RECORDS FOR PROCESSING START

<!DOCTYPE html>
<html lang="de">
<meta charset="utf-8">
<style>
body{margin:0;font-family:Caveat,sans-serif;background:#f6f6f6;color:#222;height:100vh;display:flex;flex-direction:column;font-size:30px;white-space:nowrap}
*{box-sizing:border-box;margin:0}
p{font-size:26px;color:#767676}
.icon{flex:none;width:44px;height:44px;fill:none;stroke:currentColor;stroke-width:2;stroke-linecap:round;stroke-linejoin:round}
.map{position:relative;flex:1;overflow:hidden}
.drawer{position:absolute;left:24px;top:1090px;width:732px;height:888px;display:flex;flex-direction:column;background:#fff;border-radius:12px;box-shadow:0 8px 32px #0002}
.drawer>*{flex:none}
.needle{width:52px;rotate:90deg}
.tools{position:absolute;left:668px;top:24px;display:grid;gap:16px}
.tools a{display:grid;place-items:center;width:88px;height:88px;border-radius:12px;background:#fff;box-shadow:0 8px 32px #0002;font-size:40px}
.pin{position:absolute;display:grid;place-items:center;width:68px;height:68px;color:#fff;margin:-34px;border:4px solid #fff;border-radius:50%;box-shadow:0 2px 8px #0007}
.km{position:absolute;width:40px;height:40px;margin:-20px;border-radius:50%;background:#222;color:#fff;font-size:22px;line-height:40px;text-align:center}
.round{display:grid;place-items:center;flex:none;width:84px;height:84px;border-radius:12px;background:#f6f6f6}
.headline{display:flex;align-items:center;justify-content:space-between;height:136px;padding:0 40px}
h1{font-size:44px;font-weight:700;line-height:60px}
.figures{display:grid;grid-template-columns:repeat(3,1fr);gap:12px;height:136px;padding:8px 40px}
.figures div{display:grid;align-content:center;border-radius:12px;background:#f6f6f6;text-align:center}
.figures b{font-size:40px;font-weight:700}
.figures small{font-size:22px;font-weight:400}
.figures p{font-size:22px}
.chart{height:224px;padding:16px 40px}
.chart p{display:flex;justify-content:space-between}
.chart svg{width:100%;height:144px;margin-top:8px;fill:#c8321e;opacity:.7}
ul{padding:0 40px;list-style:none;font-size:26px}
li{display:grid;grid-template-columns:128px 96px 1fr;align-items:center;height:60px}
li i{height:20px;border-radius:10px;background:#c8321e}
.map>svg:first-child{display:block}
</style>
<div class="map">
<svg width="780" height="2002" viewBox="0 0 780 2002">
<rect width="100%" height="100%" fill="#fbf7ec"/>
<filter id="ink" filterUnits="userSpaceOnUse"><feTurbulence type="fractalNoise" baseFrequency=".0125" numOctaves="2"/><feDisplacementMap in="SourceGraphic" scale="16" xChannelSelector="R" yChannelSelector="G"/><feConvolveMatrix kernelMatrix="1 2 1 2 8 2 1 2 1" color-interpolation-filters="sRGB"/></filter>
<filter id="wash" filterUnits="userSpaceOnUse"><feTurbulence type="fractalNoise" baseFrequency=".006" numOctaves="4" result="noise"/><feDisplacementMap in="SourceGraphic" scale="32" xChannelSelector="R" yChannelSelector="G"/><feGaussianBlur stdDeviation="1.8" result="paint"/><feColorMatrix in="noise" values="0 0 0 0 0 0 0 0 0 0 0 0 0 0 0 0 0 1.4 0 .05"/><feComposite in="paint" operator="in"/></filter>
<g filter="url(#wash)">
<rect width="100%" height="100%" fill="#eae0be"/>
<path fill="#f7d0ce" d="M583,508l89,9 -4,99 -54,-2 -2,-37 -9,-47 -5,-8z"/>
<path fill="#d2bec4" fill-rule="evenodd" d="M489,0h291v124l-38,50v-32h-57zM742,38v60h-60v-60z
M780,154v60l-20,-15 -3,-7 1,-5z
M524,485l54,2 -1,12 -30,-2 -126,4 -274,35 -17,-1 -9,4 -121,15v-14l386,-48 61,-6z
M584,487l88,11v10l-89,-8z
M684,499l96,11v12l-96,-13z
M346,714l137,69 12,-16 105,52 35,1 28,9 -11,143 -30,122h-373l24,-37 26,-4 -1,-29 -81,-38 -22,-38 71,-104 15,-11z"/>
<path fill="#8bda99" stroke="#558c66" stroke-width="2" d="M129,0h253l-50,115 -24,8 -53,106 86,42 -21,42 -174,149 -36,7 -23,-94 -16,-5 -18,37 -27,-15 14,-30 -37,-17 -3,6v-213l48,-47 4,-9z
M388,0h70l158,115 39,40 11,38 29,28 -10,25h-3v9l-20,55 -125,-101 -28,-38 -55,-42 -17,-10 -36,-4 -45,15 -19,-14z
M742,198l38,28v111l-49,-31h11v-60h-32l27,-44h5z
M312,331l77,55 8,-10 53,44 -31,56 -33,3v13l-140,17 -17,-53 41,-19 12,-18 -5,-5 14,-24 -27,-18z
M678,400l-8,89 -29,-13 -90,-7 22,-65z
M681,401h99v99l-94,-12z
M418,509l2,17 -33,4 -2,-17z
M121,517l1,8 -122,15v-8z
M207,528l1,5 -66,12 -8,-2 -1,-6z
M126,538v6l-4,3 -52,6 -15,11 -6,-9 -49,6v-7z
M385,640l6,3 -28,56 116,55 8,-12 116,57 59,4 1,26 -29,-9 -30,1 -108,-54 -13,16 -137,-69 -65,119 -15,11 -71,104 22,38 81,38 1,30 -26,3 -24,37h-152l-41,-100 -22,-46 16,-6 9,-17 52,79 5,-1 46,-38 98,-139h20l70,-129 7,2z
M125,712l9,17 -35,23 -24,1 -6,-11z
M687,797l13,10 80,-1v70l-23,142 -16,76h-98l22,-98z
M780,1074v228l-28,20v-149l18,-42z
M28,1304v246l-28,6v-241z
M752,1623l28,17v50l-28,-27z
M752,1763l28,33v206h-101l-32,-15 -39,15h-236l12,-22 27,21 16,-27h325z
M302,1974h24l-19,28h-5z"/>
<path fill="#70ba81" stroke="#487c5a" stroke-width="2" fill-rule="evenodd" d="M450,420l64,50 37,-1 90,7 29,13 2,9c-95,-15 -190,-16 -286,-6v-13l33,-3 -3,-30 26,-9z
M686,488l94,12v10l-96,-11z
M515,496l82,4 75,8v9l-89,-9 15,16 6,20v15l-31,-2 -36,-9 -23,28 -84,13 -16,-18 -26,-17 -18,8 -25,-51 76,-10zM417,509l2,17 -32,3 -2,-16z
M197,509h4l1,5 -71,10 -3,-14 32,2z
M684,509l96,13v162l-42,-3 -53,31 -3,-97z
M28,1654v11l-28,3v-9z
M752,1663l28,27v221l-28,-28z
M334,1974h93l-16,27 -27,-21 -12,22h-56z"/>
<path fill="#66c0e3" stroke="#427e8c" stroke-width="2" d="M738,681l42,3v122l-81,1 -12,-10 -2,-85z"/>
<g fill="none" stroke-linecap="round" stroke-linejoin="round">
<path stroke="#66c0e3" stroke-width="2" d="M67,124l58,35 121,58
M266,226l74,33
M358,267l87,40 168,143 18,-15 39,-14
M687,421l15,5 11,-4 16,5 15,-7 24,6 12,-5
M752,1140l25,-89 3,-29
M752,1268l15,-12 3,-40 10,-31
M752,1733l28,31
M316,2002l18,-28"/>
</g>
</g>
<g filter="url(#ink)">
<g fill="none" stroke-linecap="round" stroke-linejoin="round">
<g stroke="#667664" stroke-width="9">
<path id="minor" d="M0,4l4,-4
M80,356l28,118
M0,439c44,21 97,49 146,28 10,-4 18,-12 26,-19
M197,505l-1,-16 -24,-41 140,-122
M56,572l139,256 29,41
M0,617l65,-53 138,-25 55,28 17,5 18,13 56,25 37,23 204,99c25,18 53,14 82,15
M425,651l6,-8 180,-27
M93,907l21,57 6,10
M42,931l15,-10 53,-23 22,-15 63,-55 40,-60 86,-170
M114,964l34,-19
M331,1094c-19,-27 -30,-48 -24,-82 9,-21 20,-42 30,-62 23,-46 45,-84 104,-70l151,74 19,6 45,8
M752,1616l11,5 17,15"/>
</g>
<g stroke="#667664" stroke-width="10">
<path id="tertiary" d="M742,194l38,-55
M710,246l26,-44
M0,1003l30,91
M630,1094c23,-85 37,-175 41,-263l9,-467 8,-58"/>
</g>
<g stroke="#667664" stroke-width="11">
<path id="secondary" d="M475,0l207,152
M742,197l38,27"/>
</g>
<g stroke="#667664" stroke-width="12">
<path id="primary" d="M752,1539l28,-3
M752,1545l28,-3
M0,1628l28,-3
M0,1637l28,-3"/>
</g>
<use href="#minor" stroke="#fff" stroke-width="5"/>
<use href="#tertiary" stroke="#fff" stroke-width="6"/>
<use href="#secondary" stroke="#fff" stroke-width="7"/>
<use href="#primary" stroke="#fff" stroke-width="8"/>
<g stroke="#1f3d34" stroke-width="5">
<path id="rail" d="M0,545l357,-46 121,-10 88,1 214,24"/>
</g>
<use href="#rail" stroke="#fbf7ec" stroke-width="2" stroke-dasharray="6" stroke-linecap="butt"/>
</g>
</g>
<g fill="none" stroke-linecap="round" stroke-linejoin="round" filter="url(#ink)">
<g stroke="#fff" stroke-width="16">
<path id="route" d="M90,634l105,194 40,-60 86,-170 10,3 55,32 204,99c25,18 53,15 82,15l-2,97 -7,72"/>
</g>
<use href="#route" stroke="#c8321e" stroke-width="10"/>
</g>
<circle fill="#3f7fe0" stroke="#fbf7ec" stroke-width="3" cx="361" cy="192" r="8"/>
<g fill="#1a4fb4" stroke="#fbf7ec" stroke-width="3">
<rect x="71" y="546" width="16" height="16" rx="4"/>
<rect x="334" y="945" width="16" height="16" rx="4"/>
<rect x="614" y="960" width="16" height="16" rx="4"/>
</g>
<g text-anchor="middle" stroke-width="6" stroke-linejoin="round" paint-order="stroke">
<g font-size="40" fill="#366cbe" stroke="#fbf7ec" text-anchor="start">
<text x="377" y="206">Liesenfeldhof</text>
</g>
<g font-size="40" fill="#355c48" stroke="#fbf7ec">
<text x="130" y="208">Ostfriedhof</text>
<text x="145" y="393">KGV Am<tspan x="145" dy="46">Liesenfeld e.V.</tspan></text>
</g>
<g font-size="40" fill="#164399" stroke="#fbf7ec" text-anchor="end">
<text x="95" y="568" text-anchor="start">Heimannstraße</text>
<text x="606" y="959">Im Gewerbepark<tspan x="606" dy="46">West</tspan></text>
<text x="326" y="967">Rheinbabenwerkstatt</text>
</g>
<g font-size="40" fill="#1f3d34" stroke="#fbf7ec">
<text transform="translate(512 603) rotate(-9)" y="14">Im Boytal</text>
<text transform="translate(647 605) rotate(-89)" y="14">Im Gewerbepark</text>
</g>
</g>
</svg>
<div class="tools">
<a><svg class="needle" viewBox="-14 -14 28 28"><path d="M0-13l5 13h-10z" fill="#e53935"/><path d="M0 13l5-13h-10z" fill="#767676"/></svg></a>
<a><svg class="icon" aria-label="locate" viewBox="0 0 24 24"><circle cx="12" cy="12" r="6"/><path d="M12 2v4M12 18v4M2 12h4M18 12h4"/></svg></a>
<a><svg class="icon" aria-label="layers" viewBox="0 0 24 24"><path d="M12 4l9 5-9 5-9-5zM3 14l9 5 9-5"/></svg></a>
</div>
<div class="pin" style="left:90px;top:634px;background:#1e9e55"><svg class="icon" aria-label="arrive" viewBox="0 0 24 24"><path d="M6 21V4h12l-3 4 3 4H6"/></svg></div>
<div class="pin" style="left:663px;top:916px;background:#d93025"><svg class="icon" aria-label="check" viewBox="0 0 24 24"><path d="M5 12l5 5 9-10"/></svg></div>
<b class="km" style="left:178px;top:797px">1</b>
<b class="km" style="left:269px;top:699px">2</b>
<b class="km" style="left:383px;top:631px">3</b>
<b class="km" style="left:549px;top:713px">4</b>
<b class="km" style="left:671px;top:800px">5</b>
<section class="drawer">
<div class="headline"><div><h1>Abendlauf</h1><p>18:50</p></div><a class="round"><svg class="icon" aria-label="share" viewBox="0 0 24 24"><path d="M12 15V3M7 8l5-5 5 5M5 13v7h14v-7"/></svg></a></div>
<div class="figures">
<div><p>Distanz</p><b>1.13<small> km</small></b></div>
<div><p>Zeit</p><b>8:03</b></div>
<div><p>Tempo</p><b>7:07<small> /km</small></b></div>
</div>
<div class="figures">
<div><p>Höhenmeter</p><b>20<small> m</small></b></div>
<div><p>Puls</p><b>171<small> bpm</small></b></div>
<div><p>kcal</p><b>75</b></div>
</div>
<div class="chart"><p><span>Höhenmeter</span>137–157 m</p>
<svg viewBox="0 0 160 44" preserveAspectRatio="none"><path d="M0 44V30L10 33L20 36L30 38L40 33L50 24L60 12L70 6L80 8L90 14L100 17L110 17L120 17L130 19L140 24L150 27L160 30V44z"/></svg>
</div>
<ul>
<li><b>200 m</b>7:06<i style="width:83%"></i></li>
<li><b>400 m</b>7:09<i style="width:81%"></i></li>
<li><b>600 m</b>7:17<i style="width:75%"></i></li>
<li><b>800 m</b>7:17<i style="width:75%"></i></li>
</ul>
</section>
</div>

RECORDS FOR PROCESSING END

- [TASK DETAILS]: Which lines above contain the word "display"? Copy all of them.

- [YOUR RESPONSE]:
body{margin:0;font-family:Caveat,sans-serif;background:#f6f6f6;color:#222;height:100vh;display:flex;flex-direction:column;font-size:30px;white-space:nowrap}
.drawer{position:absolute;left:24px;top:1090px;width:732px;height:888px;display:flex;flex-direction:column;background:#fff;border-radius:12px;box-shadow:0 8px 32px #0002}
.tools{position:absolute;left:668px;top:24px;display:grid;gap:16px}
.tools a{display:grid;place-items:center;width:88px;height:88px;border-radius:12px;background:#fff;box-shadow:0 8px 32px #0002;font-size:40px}
.pin{position:absolute;display:grid;place-items:center;width:68px;height:68px;color:#fff;margin:-34px;border:4px solid #fff;border-radius:50%;box-shadow:0 2px 8px #0007}
.round{display:grid;place-items:center;flex:none;width:84px;height:84px;border-radius:12px;background:#f6f6f6}
.headline{display:flex;align-items:center;justify-content:space-between;height:136px;padding:0 40px}
.figures{display:grid;grid-template-columns:repeat(3,1fr);gap:12px;height:136px;padding:8px 40px}
.figures div{display:grid;align-content:center;border-radius:12px;background:#f6f6f6;text-align:center}
.chart p{display:flex;justify-content:space-between}
li{display:grid;grid-template-columns:128px 96px 1fr;align-items:center;height:60px}
.map>svg:first-child{display:block}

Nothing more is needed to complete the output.